Question

the weight of ice cream cartons are normally distributed with a mean weight of 13 ounces and a standard deviation of 0.6 ounce.

a) what is the probability that a randomly selected carton has a weight greater than 13.22 ounces?

b) a sample of 25 cartons are randomly selected. what is the probability that their mean weight is greater than 13.22 ounces?

Answer 1

µ = 13, σ = 0.6, n = 25

a) P(X > 13.22) =

= P( (X-µ)/σ > (13.22-13)/0.6)

= P(z > 0.3667)

= 1 - P(z < 0.3667)

Using excel function:

= 1 - NORM.S.DIST(0.3667, 1)

= 0.3569

b) P(X̅ > 13.22) =

= P( (X̅-μ)/(σ/√n) > (13.22-13)/(0.6/√25) )

= P(z > 1.8333)

= 1 - P(z < 1.8333)

Using excel function:

= 1 - NORM.S.DIST(1.8333, 1)

= 0.0334

Answer 2

To solve these probability questions, we will use the properties of the normal distribution and the Central Limit Theorem.
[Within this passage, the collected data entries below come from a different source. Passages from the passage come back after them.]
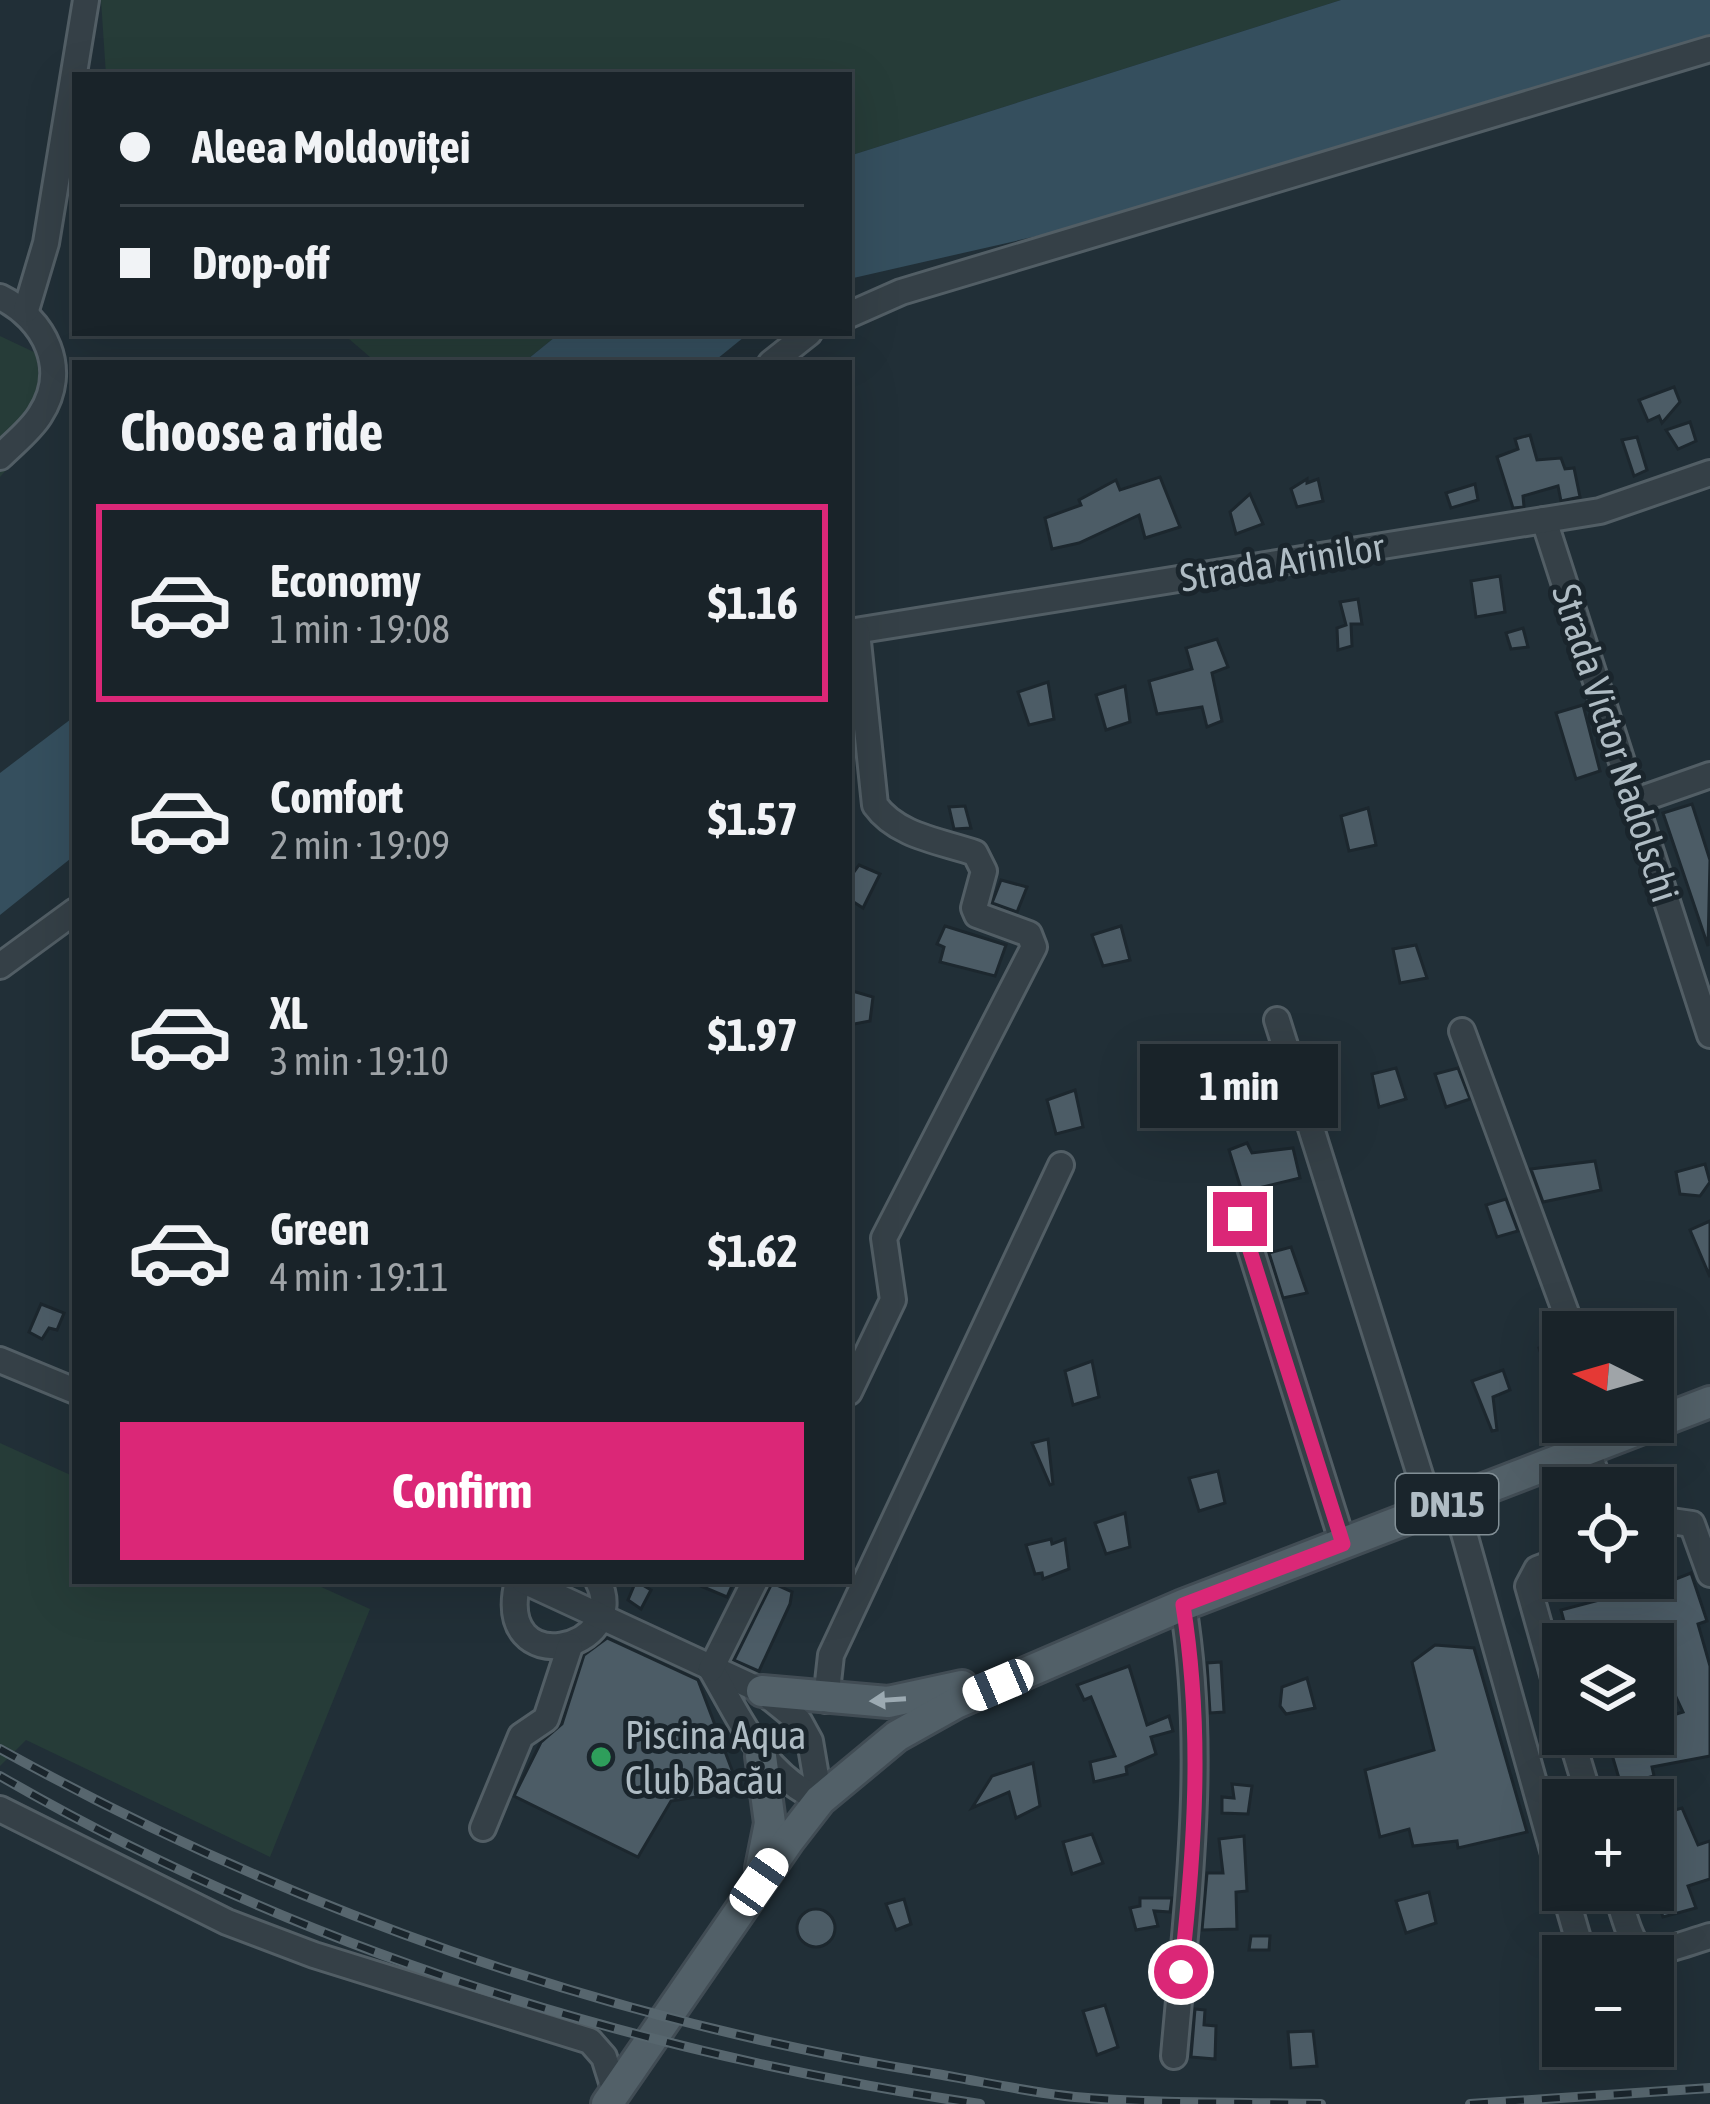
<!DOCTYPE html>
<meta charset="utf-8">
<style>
:root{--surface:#192329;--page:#222b31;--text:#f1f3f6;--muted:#9fa4a8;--line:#374046;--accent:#db2777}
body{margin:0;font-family:"Asap Condensed",sans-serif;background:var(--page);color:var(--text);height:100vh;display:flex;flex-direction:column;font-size:45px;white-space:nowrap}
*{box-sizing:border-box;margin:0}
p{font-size:39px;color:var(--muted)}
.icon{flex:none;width:66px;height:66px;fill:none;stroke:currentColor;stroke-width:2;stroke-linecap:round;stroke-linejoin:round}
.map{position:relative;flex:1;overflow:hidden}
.drawer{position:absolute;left:72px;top:360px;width:780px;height:1224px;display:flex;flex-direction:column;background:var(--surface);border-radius:0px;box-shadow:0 12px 48px #0002,0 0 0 3px var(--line)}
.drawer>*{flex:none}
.top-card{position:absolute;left:72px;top:72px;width:780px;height:264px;border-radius:0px;box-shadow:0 12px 48px #0002,0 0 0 3px var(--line);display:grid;align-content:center;height:264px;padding:0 48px;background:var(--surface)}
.needle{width:78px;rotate:275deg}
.buttons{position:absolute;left:1542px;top:1311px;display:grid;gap:24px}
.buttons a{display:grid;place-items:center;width:132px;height:132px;border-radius:0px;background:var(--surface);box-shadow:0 12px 48px #0002,0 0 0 3px var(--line);font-size:60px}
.end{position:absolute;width:54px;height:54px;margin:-27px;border:15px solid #db2777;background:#fff;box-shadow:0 0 0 6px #fff}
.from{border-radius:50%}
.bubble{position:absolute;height:84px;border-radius:0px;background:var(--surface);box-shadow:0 12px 48px #0002,0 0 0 3px var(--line);font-size:39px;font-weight:700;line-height:84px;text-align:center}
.car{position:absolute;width:36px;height:72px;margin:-36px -18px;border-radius:15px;box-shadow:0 0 9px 3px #0007;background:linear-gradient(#fff 24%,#345 0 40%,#fff 0 76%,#345 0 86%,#fff 0)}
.top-card b{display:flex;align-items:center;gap:42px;height:114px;font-size:45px}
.top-card b+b{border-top:3px solid var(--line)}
.top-card i{width:30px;height:30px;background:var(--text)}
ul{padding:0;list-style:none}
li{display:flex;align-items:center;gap:36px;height:198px;margin:0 24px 18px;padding:0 24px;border:6px solid transparent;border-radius:0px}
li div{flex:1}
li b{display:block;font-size:45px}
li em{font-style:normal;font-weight:700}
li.current{border-color:var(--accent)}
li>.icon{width:108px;height:108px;stroke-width:1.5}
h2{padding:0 48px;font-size:54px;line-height:144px}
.button{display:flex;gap:24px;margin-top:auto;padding:24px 48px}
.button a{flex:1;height:138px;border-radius:0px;background:var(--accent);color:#fff;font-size:48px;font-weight:700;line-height:138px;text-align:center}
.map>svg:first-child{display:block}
</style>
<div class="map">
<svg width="1710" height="2104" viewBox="0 0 1710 2104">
<rect width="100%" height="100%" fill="#212f37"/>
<!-- green -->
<g fill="#263c38">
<polygon points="101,0 1341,0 849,156 849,75 106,75"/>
<polygon points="342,333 560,333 523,363 377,363"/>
<polygon points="0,336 36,353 45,426 0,477"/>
<polygon points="0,1443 75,1477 75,1581 308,1581 370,1609 270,1857 26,1740 0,1766"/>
</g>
<!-- water -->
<g fill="#354f5e">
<polygon points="1341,0 1710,0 1710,34 1151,210 849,279 849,156"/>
<polygon points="560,333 749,333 712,363 523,363"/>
<polygon points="75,716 75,855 0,915 0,773"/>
</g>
<!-- building -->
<g fill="#4c5c66" stroke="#1c272e" stroke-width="3">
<polygon points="1674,387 1680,402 1662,423 1659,416 1648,421 1639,400"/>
<polygon points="1690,422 1696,441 1678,449 1666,430"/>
<polygon points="1530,435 1537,460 1561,458 1565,469 1574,468 1580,497 1561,501 1558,486 1523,496 1524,507 1513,508 1497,457 1518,449 1515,439"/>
<polygon points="1637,437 1647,470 1634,476 1622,440"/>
<polygon points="1160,477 1180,527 1145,538 1139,515 1079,543 1052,549 1045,518 1081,505 1079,500 1116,480 1120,490"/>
<polygon points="1307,479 1307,483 1318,479 1323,501 1297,507 1291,489"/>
<polygon points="1475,484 1478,500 1451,508 1446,493"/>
<polygon points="1250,494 1263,524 1236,534 1230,512"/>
<polygon points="1500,576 1505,612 1476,617 1471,581"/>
<polygon points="1358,599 1362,624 1351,624 1352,646 1338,650 1337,628 1346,625 1340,602"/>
<polygon points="1523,628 1528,647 1511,649 1506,633"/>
<polygon points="1217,639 1228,667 1212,673 1222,721 1207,727 1202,707 1157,714 1149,681 1192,669 1186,648"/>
<polygon points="1048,682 1054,719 1029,725 1018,692"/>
<polygon points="1125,686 1130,722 1106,730 1096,695"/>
<polygon points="1583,705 1600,771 1576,779 1556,713"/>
<polygon points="1692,804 1710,860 1708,946 1663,813"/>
<polygon points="965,806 971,828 954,829 949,807"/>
<polygon points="1368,808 1376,845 1349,851 1341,816"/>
<polygon points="859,865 880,874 863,908 849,899 849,879"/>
<polygon points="1001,880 1027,887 1017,912 992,903"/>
<polygon points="945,926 1006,945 995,976 940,962 944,947 937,944"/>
<polygon points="1121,926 1130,960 1103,966 1092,935"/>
<polygon points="1416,945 1427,978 1400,983 1393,949"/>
<polygon points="849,990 873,997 870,1021 849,1025"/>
<polygon points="1396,1068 1406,1099 1379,1107 1372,1074"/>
<polygon points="1458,1068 1470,1099 1446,1107 1435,1074"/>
<polygon points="1075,1090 1083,1127 1056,1134 1047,1100"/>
<polygon points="1247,1143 1252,1153 1293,1148 1300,1178 1242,1192 1229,1150"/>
<polygon points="1595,1161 1601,1190 1543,1202 1531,1169"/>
<polygon points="1705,1164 1710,1182 1700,1196 1680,1194 1676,1172"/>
<polygon points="1506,1199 1518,1231 1497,1237 1486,1205"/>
<polygon points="1710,1221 1710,1277 1690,1230"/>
<polygon points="1291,1247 1307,1293 1283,1298 1269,1253"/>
<polygon points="41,1304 64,1313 57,1330 49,1328 42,1339 29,1332"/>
<polygon points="1560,1342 1563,1376 1550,1381 1539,1348"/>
<polygon points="1092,1361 1099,1397 1073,1405 1065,1371"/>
<polygon points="1503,1370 1510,1390 1493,1397 1497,1430 1492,1431 1472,1381"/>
<polygon points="1048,1439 1053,1484 1050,1485 1032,1443"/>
<polygon points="1218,1471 1225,1503 1199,1511 1189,1478"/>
<polygon points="1125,1513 1130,1547 1106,1554 1095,1523"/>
<polygon points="1051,1539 1052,1544 1065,1539 1069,1569 1043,1579 1042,1573 1035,1574 1026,1545"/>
<polygon points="1662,1556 1673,1561 1676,1579 1691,1573 1707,1621 1698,1624 1710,1666 1710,1756 1652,1767 1654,1776 1621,1785 1610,1748 1589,1741 1587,1734 1653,1734 1653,1721 1683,1712 1668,1680 1665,1644 1570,1644 1561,1610 1641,1589 1640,1578 1653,1578 1653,1559"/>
<polygon points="636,1581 651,1590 641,1609 628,1600"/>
<polygon points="689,1581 734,1581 727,1597"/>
<polygon points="772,1583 792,1592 790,1604 759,1671 734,1660"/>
<polygon points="607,1638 698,1680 735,1778 720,1793 671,1801 638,1857 514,1796 541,1742 562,1724 584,1655"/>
<polygon points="1435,1645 1474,1648 1527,1832 1458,1848 1457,1841 1413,1846 1409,1829 1380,1837 1365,1770 1434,1750 1412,1662"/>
<polygon points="1221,1662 1224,1712 1210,1713 1207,1663"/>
<polygon points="1129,1666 1147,1725 1169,1716 1173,1731 1151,1737 1156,1754 1126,1767 1127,1774 1094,1782 1090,1762 1115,1756 1091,1697 1084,1700 1077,1685"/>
<polygon points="1307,1678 1315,1708 1286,1714 1280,1706 1282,1687"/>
<polygon points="1033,1763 1040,1806 1016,1818 1009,1792 972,1808 992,1776"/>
<polygon points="1232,1784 1252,1786 1248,1814 1222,1813 1222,1797 1234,1798"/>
<polygon points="1682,1808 1698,1845 1710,1841 1710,1879 1688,1886 1696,1908 1663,1917 1658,1902 1653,1903 1653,1816"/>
<polygon points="1092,1834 1103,1863 1072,1874 1063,1842"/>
<polygon points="1244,1836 1247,1891 1236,1892 1237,1929 1202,1930 1207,1873 1223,1873 1219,1839"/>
<polygon points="1429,1892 1436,1923 1406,1933 1396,1901"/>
<polygon points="1140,1898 1172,1898 1170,1912 1154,1911 1158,1926 1136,1930 1130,1908 1140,1906"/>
<polygon points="904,1899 911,1924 896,1930 886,1904"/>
<circle cx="816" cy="1928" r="19"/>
<polygon points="1251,1936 1270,1936 1269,1950 1249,1950"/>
<polygon points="1105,2005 1118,2047 1097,2055 1083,2011"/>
<polygon points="1195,2009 1205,2010 1204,2025 1216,2026 1215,2059 1191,2057"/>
<polygon points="1313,2031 1317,2066 1291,2068 1288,2032"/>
</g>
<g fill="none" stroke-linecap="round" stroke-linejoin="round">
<!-- minor casing -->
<g stroke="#525e65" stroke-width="30">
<g id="minor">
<path d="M0 297C45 319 70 369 40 415 31 430 13 444 0 457"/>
<polyline points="26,310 46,243 86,0"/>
<polyline points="849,315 901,292 1710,49"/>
<polyline points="771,363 809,333"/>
<polyline points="1544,520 1710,1035"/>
<polyline points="849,632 1600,511 1710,473"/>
<polyline points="1636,801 1710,775"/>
<polyline points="0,966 75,911"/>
<polyline points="1277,1020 1431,1510"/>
<polyline points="1462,1031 1573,1332"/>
<polyline points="1241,1219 1343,1544"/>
<polyline points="0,1360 75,1391"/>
<path d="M849 1392 893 1300 884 1238 1034 947 1029 934 977 915 974 908 984 871 975 853C940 841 897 836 875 805L857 632"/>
<polyline points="1587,1449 1601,1488"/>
<polyline points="1455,1501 1563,1886"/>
<polyline points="1653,1527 1671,1521 1692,1524 1710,1574"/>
<polyline points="1563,1559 1537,1569 1528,1586 1563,1710"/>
<path d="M518 1581C492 1684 633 1650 598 1581"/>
<polyline points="524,1581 762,1691 799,1721 810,1741 820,1800"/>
<path d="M711 1669C741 1721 763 1774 820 1800"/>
<polyline points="711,1669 755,1581"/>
<polyline points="826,1700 831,1655 1061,1165"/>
<polyline points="1570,1734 1590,1800"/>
<polyline points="0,1809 227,1922 314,1955 590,2041 604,2057 615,2092"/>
<polyline points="483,1828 521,1736 546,1719 570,1646"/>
<polyline points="1564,1890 1583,1956"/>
<path d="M1616 1890C1639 1967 1636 1959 1710 1936"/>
<path d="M1174 2056C1187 1904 1208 1757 1183 1605"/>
</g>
</g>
<!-- major casing -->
<g stroke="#414c54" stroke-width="36">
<g id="major">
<polyline points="762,1691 888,1702 962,1686"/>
<polyline points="761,1756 770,1823 761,1868"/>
<polyline points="607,2104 789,1840 820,1800 897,1736 956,1703 1183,1605 1710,1402"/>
</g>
</g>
<!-- minor -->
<use href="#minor" stroke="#354047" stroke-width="24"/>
<!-- major -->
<use href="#major" stroke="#526068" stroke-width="30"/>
<!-- rail casing -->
<g stroke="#57666e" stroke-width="10">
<g id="rail">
<path d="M0 1749C290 1910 604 2020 931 2073 979 2081 1027 2092 1075 2097 1156 2104 1239 2102 1321 2104"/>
<path d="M0 1776C302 1951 636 2053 980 2104"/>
<polyline points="1470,2104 1710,2088"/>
</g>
</g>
<!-- rail -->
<use href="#rail" stroke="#1a252c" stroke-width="6" stroke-dasharray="18" stroke-linecap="butt"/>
</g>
<!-- one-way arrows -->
<defs><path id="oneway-solid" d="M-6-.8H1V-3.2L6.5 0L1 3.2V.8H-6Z" transform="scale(3)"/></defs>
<use fill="#9caab2" href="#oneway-solid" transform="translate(888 1700) rotate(176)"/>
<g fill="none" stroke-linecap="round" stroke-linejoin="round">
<!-- route -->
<path stroke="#db2777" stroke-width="15" d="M1181 1972C1195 1848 1203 1729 1183 1605L1343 1544 1240 1219"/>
</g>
<!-- markers -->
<circle fill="#2e9e5b" stroke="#1a252c" stroke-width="4.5" cx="601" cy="1757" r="12"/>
<g text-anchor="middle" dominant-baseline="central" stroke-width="10" stroke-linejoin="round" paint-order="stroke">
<!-- shield labels -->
<rect fill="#1a252c" stroke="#828f96" stroke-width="3" x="1396" y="1474" width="102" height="60" rx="9"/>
<g font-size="36" font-weight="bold" fill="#afbcc4">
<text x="1447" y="1504">DN15</text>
</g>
<!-- street labels -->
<g font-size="39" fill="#afbcc4" stroke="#1a252c">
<text transform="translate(1282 562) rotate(-9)">Strada Arinilor</text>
<text transform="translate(1616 743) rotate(72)">Strada Victor Nadolschi</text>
</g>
<!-- poi labels -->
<g font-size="39" fill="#afbcc4" stroke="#1a252c" text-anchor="start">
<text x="625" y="1735">Piscina Aqua<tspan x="625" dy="45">Club Bacău</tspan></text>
</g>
</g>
</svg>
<div class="buttons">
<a><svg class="needle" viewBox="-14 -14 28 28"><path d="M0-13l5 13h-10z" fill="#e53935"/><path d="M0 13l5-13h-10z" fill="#9fa4a8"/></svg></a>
<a><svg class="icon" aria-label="locate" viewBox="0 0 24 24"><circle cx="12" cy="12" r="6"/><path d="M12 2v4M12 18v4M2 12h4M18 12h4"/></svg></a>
<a><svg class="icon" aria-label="layers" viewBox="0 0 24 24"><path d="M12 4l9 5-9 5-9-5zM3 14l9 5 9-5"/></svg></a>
<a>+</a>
<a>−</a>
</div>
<i class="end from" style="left:1181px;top:1972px"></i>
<i class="end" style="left:1240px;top:1219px"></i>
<div class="bubble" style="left:1140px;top:1044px;width:198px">1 min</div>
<i class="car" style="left:998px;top:1685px;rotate:247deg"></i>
<i class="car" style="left:759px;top:1882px;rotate:35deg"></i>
<div class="top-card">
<b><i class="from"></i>Aleea Moldoviței</b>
<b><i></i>Drop-off</b>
</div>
<section class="drawer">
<h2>Choose a ride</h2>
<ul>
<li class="current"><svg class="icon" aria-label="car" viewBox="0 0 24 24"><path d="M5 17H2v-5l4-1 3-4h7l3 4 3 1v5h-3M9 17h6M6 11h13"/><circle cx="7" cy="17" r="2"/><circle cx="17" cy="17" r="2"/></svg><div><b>Economy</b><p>1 min · 19:08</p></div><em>$1.16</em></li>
<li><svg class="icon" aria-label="car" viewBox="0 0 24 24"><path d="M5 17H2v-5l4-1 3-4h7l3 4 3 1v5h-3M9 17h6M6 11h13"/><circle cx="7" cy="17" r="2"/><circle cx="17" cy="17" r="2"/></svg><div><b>Comfort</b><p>2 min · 19:09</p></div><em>$1.57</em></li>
<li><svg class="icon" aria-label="car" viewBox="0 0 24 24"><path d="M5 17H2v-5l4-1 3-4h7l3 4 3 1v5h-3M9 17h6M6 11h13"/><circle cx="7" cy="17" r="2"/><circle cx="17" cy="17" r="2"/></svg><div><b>XL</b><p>3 min · 19:10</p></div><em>$1.97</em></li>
<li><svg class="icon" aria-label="car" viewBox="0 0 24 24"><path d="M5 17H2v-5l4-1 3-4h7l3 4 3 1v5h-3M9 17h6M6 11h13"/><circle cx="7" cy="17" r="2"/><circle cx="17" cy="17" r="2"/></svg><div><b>Green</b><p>4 min · 19:11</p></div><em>$1.62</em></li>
</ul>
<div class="button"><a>Confirm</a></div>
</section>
</div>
Given information: Mean weight (μ) of ice cream cartons = 13 ounces Standard deviation (σ) of ice cream cartons = 0.6 ounces

a) Probability that a randomly selected carton has a weight greater than 13.22 ounces:

We need to find the area under the normal curve to the right of 13.22 ounces. To do this, we will use the standard normal distribution (Z-distribution) by converting the value 13.22 to a Z-score.

Z-score = (X - μ) / σ

where X is the value we are interested in (13.22 ounces), μ is the mean (13 ounces), and σ is the standard deviation (0.6 ounces).

Z-score = (13.22 - 13) / 0.6 ≈ 0.37

Now, we find the probability associated with the Z-score using a standard normal distribution table or calculator. The probability of a Z-score of 0.37 is approximately 0.6443.

So, the probability that a randomly selected carton has a weight greater than 13.22 ounces is approximately 0.6443 or 64.43%.

b) Probability that the mean weight of a sample of 25 cartons is greater than 13.22 ounces:

For this part, we will use the Central Limit Theorem, which states that the sample means of sufficiently large samples from any population will be approximately normally distributed.

The mean of the sample means (μx̄) is the same as the population mean (μ), which is 13 ounces.

The standard deviation of the sample means (σx̄), also known as the standard error of the mean, is calculated using the formula:

σx̄ = σ / √n

where σ is the population standard deviation (0.6 ounces) and n is the sample size (25 cartons).

σx̄ = 0.6 / √25 = 0.6 / 5 = 0.12

Now, we need to find the probability that the mean weight of a sample of 25 cartons is greater than 13.22 ounces. We use the Z-distribution again by converting the value 13.22 to a Z-score.

Z-score = (X - μ) / σx̄

Z-score = (13.22 - 13) / 0.12 ≈ 1.83

Now, find the probability associated with the Z-score using a standard normal distribution table or calculator. The probability of a Z-score of 1.83 is approximately 0.9664.

So, the probability that the mean weight of a sample of 25 cartons is greater than 13.22 ounces is approximately 0.9664 or 96.64%.